(Stored items)

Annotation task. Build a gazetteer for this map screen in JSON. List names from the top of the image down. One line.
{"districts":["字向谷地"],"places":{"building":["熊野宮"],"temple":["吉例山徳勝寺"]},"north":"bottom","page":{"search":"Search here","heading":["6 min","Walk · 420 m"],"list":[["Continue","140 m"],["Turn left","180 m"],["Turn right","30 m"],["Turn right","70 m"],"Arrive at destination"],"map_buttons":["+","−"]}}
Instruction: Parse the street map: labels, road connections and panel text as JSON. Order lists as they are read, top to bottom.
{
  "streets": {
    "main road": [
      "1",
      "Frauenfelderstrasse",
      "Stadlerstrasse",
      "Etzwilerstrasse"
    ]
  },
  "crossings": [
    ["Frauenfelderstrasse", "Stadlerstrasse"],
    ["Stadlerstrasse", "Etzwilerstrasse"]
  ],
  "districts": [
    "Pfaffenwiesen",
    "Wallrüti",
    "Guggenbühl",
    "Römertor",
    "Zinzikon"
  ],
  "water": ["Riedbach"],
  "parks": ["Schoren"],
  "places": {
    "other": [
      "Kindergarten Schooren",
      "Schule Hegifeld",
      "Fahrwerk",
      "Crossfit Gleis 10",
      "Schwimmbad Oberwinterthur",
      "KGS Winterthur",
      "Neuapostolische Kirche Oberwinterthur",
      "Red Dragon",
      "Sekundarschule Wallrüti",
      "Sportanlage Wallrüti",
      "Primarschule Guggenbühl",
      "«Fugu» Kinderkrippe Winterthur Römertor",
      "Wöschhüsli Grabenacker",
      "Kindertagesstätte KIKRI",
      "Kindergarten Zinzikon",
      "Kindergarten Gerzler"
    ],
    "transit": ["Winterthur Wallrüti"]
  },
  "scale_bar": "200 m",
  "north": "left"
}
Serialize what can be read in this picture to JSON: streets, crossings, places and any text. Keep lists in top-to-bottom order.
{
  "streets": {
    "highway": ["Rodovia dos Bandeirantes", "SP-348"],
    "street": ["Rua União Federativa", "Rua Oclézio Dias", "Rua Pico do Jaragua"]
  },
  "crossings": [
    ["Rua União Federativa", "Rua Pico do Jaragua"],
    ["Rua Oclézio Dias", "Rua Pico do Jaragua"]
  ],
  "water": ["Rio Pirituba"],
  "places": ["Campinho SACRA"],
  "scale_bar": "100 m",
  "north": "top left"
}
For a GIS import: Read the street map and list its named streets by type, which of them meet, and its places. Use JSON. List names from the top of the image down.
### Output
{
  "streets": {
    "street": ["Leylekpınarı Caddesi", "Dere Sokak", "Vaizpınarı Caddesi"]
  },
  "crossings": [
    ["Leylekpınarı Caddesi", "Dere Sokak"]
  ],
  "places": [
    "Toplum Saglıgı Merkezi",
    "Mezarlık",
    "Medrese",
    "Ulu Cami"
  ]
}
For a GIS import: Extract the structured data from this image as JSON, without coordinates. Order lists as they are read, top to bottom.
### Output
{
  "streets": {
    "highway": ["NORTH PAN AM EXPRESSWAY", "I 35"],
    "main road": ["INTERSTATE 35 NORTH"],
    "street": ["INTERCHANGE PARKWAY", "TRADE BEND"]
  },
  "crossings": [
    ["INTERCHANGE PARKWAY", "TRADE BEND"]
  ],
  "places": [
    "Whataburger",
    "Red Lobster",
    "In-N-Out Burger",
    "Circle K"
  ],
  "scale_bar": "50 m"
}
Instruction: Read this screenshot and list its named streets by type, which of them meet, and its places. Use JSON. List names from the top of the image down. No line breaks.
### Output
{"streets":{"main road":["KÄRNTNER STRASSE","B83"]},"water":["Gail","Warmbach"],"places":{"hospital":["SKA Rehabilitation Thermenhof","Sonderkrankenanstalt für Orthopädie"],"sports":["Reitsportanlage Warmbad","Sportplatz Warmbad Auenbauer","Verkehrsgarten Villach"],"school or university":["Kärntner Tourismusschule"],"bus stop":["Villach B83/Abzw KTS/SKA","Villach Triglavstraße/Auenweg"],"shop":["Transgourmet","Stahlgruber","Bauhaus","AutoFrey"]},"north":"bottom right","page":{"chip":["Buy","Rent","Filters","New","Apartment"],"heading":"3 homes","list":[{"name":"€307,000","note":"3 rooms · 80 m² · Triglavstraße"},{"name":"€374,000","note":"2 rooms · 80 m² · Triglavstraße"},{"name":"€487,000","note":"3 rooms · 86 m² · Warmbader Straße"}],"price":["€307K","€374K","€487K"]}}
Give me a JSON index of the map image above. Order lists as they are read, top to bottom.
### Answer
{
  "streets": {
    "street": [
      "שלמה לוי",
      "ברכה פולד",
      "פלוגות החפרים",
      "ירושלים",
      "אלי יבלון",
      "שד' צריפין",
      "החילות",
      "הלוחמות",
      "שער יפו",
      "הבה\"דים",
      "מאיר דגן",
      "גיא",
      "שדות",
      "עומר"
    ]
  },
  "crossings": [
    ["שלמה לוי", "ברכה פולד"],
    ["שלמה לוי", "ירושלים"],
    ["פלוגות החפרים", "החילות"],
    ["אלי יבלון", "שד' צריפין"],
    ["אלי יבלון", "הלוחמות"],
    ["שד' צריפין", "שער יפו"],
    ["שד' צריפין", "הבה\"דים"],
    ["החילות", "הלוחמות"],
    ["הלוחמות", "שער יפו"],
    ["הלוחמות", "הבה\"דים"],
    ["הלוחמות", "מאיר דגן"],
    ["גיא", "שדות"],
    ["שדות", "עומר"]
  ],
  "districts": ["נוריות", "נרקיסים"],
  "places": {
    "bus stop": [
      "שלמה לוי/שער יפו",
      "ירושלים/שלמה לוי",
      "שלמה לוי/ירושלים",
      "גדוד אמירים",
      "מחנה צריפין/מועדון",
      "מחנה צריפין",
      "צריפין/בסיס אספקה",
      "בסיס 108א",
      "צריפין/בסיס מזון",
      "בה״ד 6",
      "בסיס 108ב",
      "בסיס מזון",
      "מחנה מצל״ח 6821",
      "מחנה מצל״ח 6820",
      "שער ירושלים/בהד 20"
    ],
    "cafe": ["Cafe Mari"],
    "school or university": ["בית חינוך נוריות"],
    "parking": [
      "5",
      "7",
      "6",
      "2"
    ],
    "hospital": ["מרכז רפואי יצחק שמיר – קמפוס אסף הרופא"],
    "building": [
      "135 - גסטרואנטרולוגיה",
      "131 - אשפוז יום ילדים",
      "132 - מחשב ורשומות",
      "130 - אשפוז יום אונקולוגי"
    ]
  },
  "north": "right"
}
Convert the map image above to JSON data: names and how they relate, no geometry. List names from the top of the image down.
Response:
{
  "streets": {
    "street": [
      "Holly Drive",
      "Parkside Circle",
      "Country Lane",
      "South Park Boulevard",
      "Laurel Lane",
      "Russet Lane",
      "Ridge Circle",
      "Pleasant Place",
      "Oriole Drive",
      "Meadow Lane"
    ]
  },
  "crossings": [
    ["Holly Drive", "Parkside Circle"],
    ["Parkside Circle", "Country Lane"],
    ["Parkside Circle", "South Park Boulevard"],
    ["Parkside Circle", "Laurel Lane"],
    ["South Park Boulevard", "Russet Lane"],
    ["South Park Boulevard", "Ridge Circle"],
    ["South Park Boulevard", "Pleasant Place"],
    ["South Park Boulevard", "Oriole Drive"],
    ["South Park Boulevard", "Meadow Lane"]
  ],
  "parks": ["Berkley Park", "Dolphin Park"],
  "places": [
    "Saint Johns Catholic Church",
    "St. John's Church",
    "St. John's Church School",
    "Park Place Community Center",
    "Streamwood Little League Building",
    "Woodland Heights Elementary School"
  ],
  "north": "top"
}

Activity => Retype the records exactly.

The completed task =>
Annotation task. Build a gazetteer for this map screen in JSON. List names from the top of the image down. One line.
{"districts":["字向谷地"],"places":{"building":["熊野宮"],"temple":["吉例山徳勝寺"]},"north":"bottom","page":{"search":"Search here","heading":["6 min","Walk · 420 m"],"list":[["Continue","140 m"],["Turn left","180 m"],["Turn right","30 m"],["Turn right","70 m"],"Arrive at destination"],"map_buttons":["+","−"]}}
Instruction: Parse the street map: labels, road connections and panel text as JSON. Order lists as they are read, top to bottom.
{
  "streets": {
    "main road": [
      "1",
      "Frauenfelderstrasse",
      "Stadlerstrasse",
      "Etzwilerstrasse"
    ]
  },
  "crossings": [
    ["Frauenfelderstrasse", "Stadlerstrasse"],
    ["Stadlerstrasse", "Etzwilerstrasse"]
  ],
  "districts": [
    "Pfaffenwiesen",
    "Wallrüti",
    "Guggenbühl",
    "Römertor",
    "Zinzikon"
  ],
  "water": ["Riedbach"],
  "parks": ["Schoren"],
  "places": {
    "other": [
      "Kindergarten Schooren",
      "Schule Hegifeld",
      "Fahrwerk",
      "Crossfit Gleis 10",
      "Schwimmbad Oberwinterthur",
      "KGS Winterthur",
      "Neuapostolische Kirche Oberwinterthur",
      "Red Dragon",
      "Sekundarschule Wallrüti",
      "Sportanlage Wallrüti",
      "Primarschule Guggenbühl",
      "«Fugu» Kinderkrippe Winterthur Römertor",
      "Wöschhüsli Grabenacker",
      "Kindertagesstätte KIKRI",
      "Kindergarten Zinzikon",
      "Kindergarten Gerzler"
    ],
    "transit": ["Winterthur Wallrüti"]
  },
  "scale_bar": "200 m",
  "north": "left"
}
Serialize what can be read in this picture to JSON: streets, crossings, places and any text. Keep lists in top-to-bottom order.
{
  "streets": {
    "highway": ["Rodovia dos Bandeirantes", "SP-348"],
    "street": ["Rua União Federativa", "Rua Oclézio Dias", "Rua Pico do Jaragua"]
  },
  "crossings": [
    ["Rua União Federativa", "Rua Pico do Jaragua"],
    ["Rua Oclézio Dias", "Rua Pico do Jaragua"]
  ],
  "water": ["Rio Pirituba"],
  "places": ["Campinho SACRA"],
  "scale_bar": "100 m",
  "north": "top left"
}
For a GIS import: Read the street map and list its named streets by type, which of them meet, and its places. Use JSON. List names from the top of the image down.
### Output
{
  "streets": {
    "street": ["Leylekpınarı Caddesi", "Dere Sokak", "Vaizpınarı Caddesi"]
  },
  "crossings": [
    ["Leylekpınarı Caddesi", "Dere Sokak"]
  ],
  "places": [
    "Toplum Saglıgı Merkezi",
    "Mezarlık",
    "Medrese",
    "Ulu Cami"
  ]
}
For a GIS import: Extract the structured data from this image as JSON, without coordinates. Order lists as they are read, top to bottom.
### Output
{
  "streets": {
    "highway": ["NORTH PAN AM EXPRESSWAY", "I 35"],
    "main road": ["INTERSTATE 35 NORTH"],
    "street": ["INTERCHANGE PARKWAY", "TRADE BEND"]
  },
  "crossings": [
    ["INTERCHANGE PARKWAY", "TRADE BEND"]
  ],
  "places": [
    "Whataburger",
    "Red Lobster",
    "In-N-Out Burger",
    "Circle K"
  ],
  "scale_bar": "50 m"
}
Instruction: Read this screenshot and list its named streets by type, which of them meet, and its places. Use JSON. List names from the top of the image down. No line breaks.
### Output
{"streets":{"main road":["KÄRNTNER STRASSE","B83"]},"water":["Gail","Warmbach"],"places":{"hospital":["SKA Rehabilitation Thermenhof","Sonderkrankenanstalt für Orthopädie"],"sports":["Reitsportanlage Warmbad","Sportplatz Warmbad Auenbauer","Verkehrsgarten Villach"],"school or university":["Kärntner Tourismusschule"],"bus stop":["Villach B83/Abzw KTS/SKA","Villach Triglavstraße/Auenweg"],"shop":["Transgourmet","Stahlgruber","Bauhaus","AutoFrey"]},"north":"bottom right","page":{"chip":["Buy","Rent","Filters","New","Apartment"],"heading":"3 homes","list":[{"name":"€307,000","note":"3 rooms · 80 m² · Triglavstraße"},{"name":"€374,000","note":"2 rooms · 80 m² · Triglavstraße"},{"name":"€487,000","note":"3 rooms · 86 m² · Warmbader Straße"}],"price":["€307K","€374K","€487K"]}}
Give me a JSON index of the map image above. Order lists as they are read, top to bottom.
### Answer
{
  "streets": {
    "street": [
      "שלמה לוי",
      "ברכה פולד",
      "פלוגות החפרים",
      "ירושלים",
      "אלי יבלון",
      "שד' צריפין",
      "החילות",
      "הלוחמות",
      "שער יפו",
      "הבה\"דים",
      "מאיר דגן",
      "גיא",
      "שדות",
      "עומר"
    ]
  },
  "crossings": [
    ["שלמה לוי", "ברכה פולד"],
    ["שלמה לוי", "ירושלים"],
    ["פלוגות החפרים", "החילות"],
    ["אלי יבלון", "שד' צריפין"],
    ["אלי יבלון", "הלוחמות"],
    ["שד' צריפין", "שער יפו"],
    ["שד' צריפין", "הבה\"דים"],
    ["החילות", "הלוחמות"],
    ["הלוחמות", "שער יפו"],
    ["הלוחמות", "הבה\"דים"],
    ["הלוחמות", "מאיר דגן"],
    ["גיא", "שדות"],
    ["שדות", "עומר"]
  ],
  "districts": ["נוריות", "נרקיסים"],
  "places": {
    "bus stop": [
      "שלמה לוי/שער יפו",
      "ירושלים/שלמה לוי",
      "שלמה לוי/ירושלים",
      "גדוד אמירים",
      "מחנה צריפין/מועדון",
      "מחנה צריפין",
      "צריפין/בסיס אספקה",
      "בסיס 108א",
      "צריפין/בסיס מזון",
      "בה״ד 6",
      "בסיס 108ב",
      "בסיס מזון",
      "מחנה מצל״ח 6821",
      "מחנה מצל״ח 6820",
      "שער ירושלים/בהד 20"
    ],
    "cafe": ["Cafe Mari"],
    "school or university": ["בית חינוך נוריות"],
    "parking": [
      "5",
      "7",
      "6",
      "2"
    ],
    "hospital": ["מרכז רפואי יצחק שמיר – קמפוס אסף הרופא"],
    "building": [
      "135 - גסטרואנטרולוגיה",
      "131 - אשפוז יום ילדים",
      "132 - מחשב ורשומות",
      "130 - אשפוז יום אונקולוגי"
    ]
  },
  "north": "right"
}
Convert the map image above to JSON data: names and how they relate, no geometry. List names from the top of the image down.
Response:
{
  "streets": {
    "street": [
      "Holly Drive",
      "Parkside Circle",
      "Country Lane",
      "South Park Boulevard",
      "Laurel Lane",
      "Russet Lane",
      "Ridge Circle",
      "Pleasant Place",
      "Oriole Drive",
      "Meadow Lane"
    ]
  },
  "crossings": [
    ["Holly Drive", "Parkside Circle"],
    ["Parkside Circle", "Country Lane"],
    ["Parkside Circle", "South Park Boulevard"],
    ["Parkside Circle", "Laurel Lane"],
    ["South Park Boulevard", "Russet Lane"],
    ["South Park Boulevard", "Ridge Circle"],
    ["South Park Boulevard", "Pleasant Place"],
    ["South Park Boulevard", "Oriole Drive"],
    ["South Park Boulevard", "Meadow Lane"]
  ],
  "parks": ["Berkley Park", "Dolphin Park"],
  "places": [
    "Saint Johns Catholic Church",
    "St. John's Church",
    "St. John's Church School",
    "Park Place Community Center",
    "Streamwood Little League Building",
    "Woodland Heights Elementary School"
  ],
  "north": "top"
}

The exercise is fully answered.